Dataset entries:
- - - - -

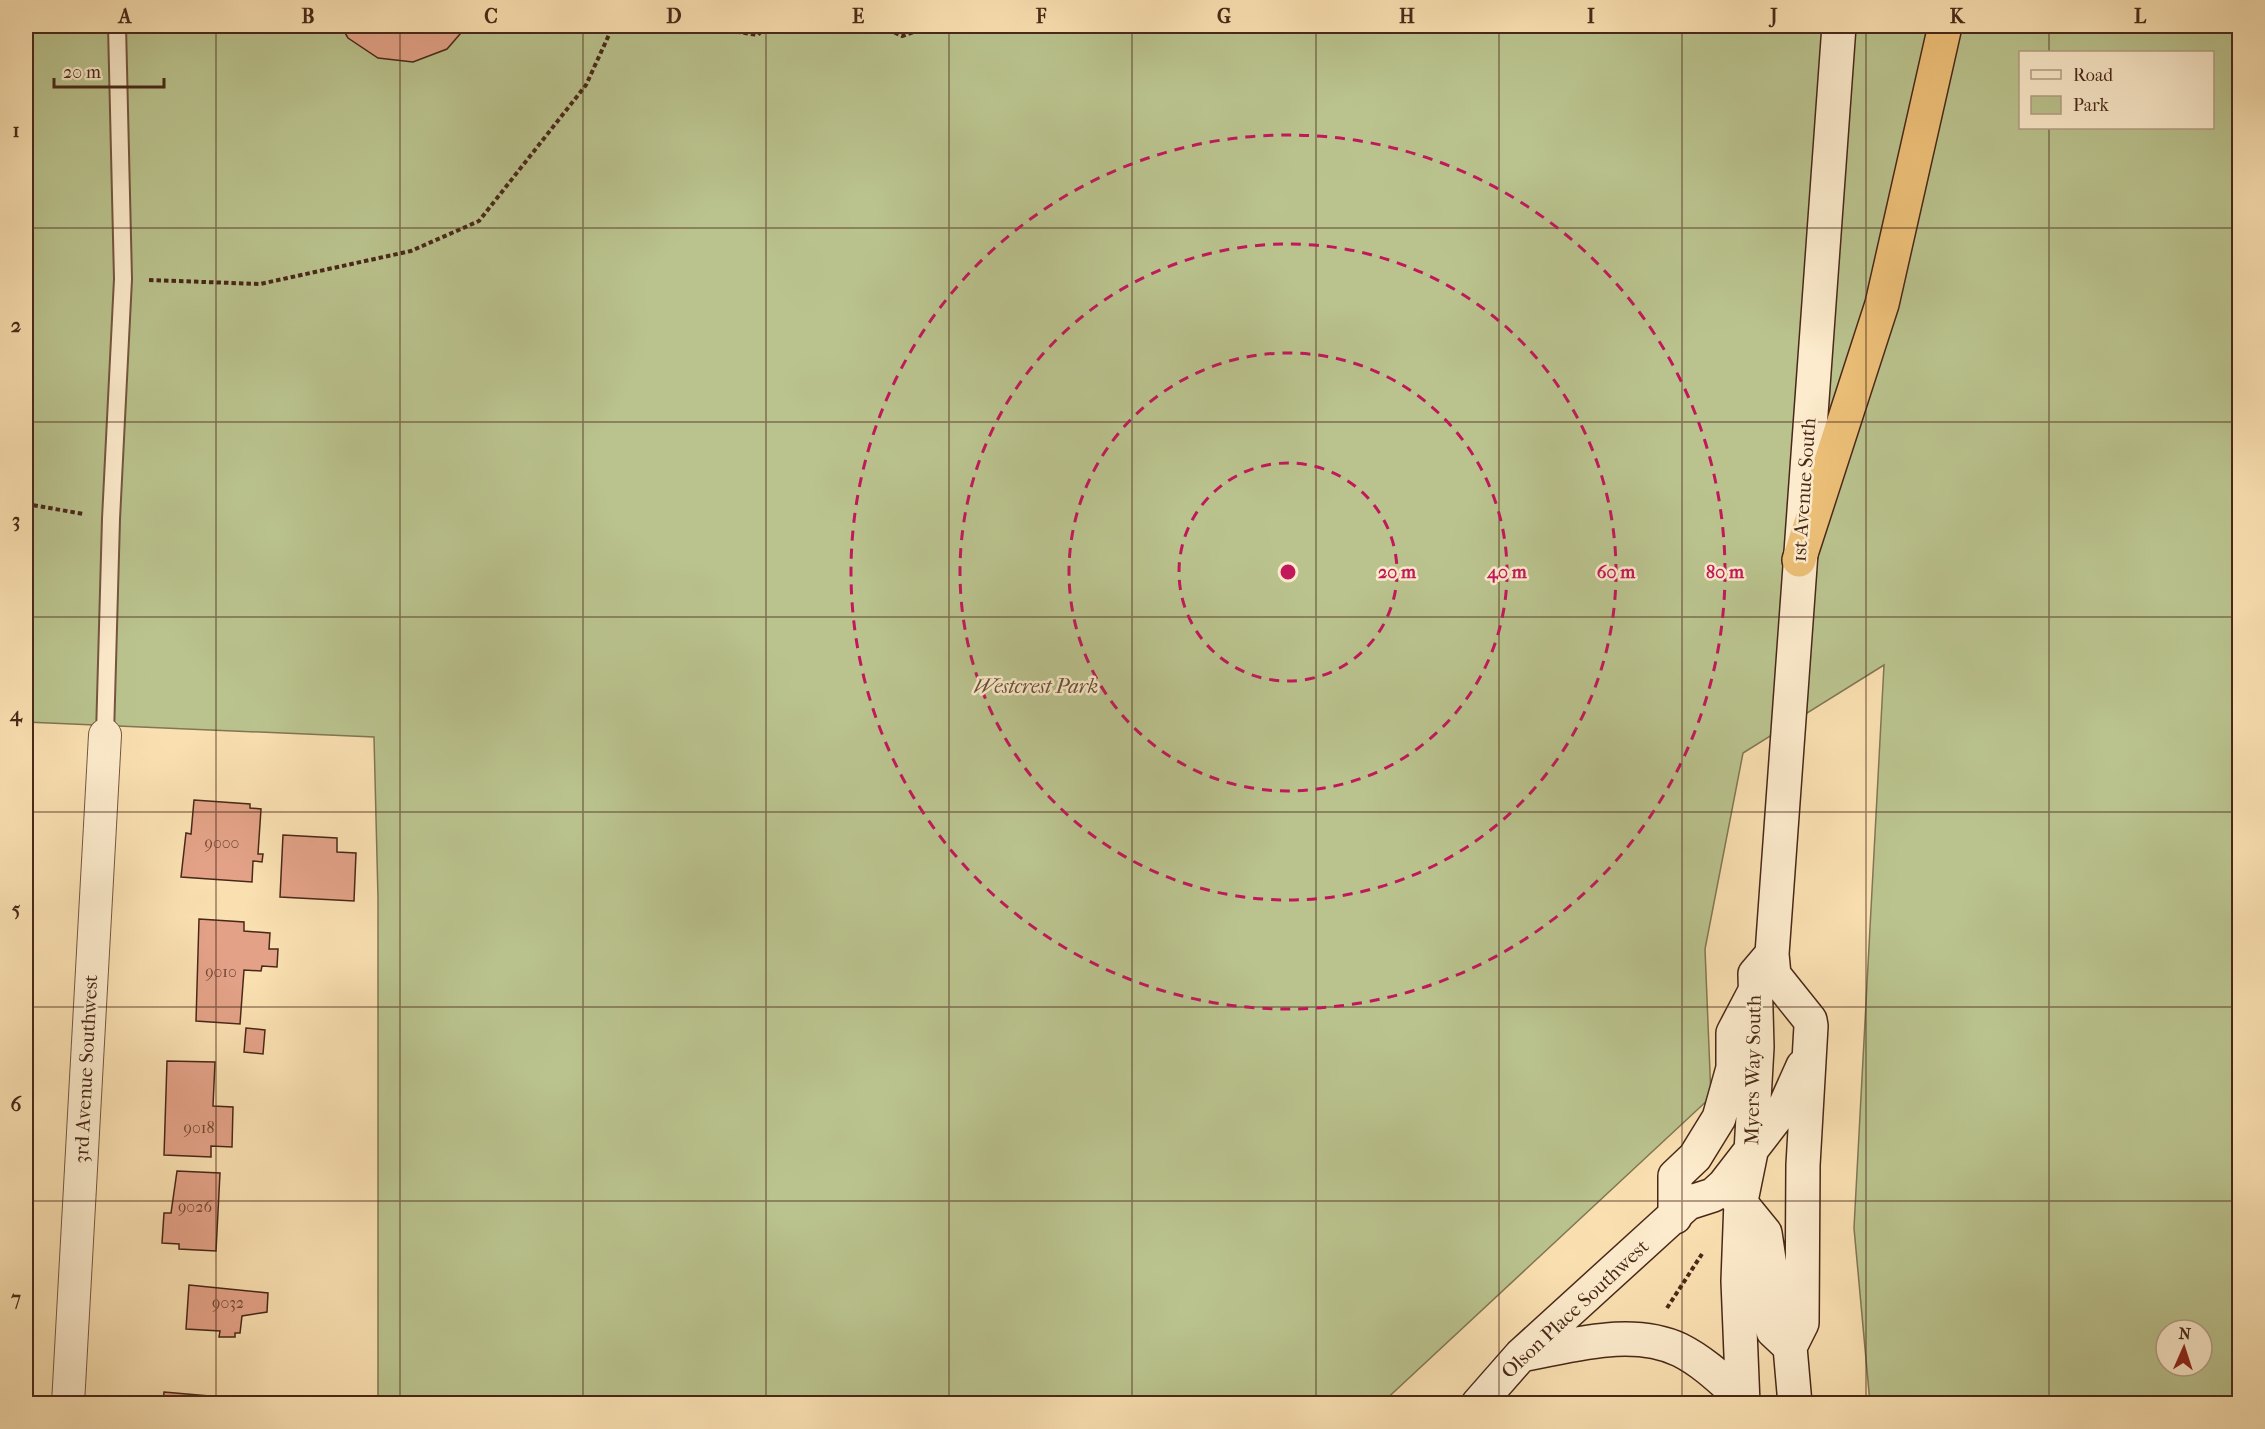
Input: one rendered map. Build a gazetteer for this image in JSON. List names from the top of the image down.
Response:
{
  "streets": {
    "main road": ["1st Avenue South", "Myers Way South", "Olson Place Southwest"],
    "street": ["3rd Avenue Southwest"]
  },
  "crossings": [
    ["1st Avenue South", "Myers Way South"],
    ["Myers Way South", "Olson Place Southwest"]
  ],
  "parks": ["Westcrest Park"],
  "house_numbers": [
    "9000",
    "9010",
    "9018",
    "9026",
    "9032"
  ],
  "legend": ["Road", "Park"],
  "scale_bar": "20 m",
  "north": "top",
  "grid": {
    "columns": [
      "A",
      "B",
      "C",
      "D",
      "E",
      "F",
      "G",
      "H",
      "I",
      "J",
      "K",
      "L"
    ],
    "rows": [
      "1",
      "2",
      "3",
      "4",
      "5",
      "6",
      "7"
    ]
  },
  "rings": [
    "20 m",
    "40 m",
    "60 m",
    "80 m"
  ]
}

- - - - -

◆ **About this exercise**
The records above are to be repeated exactly, with every picture removed from the copy.

◆ **Written solution**
Input: one rendered map. Build a gazetteer for this image in JSON. List names from the top of the image down.
Response:
{
  "streets": {
    "main road": ["1st Avenue South", "Myers Way South", "Olson Place Southwest"],
    "street": ["3rd Avenue Southwest"]
  },
  "crossings": [
    ["1st Avenue South", "Myers Way South"],
    ["Myers Way South", "Olson Place Southwest"]
  ],
  "parks": ["Westcrest Park"],
  "house_numbers": [
    "9000",
    "9010",
    "9018",
    "9026",
    "9032"
  ],
  "legend": ["Road", "Park"],
  "scale_bar": "20 m",
  "north": "top",
  "grid": {
    "columns": [
      "A",
      "B",
      "C",
      "D",
      "E",
      "F",
      "G",
      "H",
      "I",
      "J",
      "K",
      "L"
    ],
    "rows": [
      "1",
      "2",
      "3",
      "4",
      "5",
      "6",
      "7"
    ]
  },
  "rings": [
    "20 m",
    "40 m",
    "60 m",
    "80 m"
  ]
}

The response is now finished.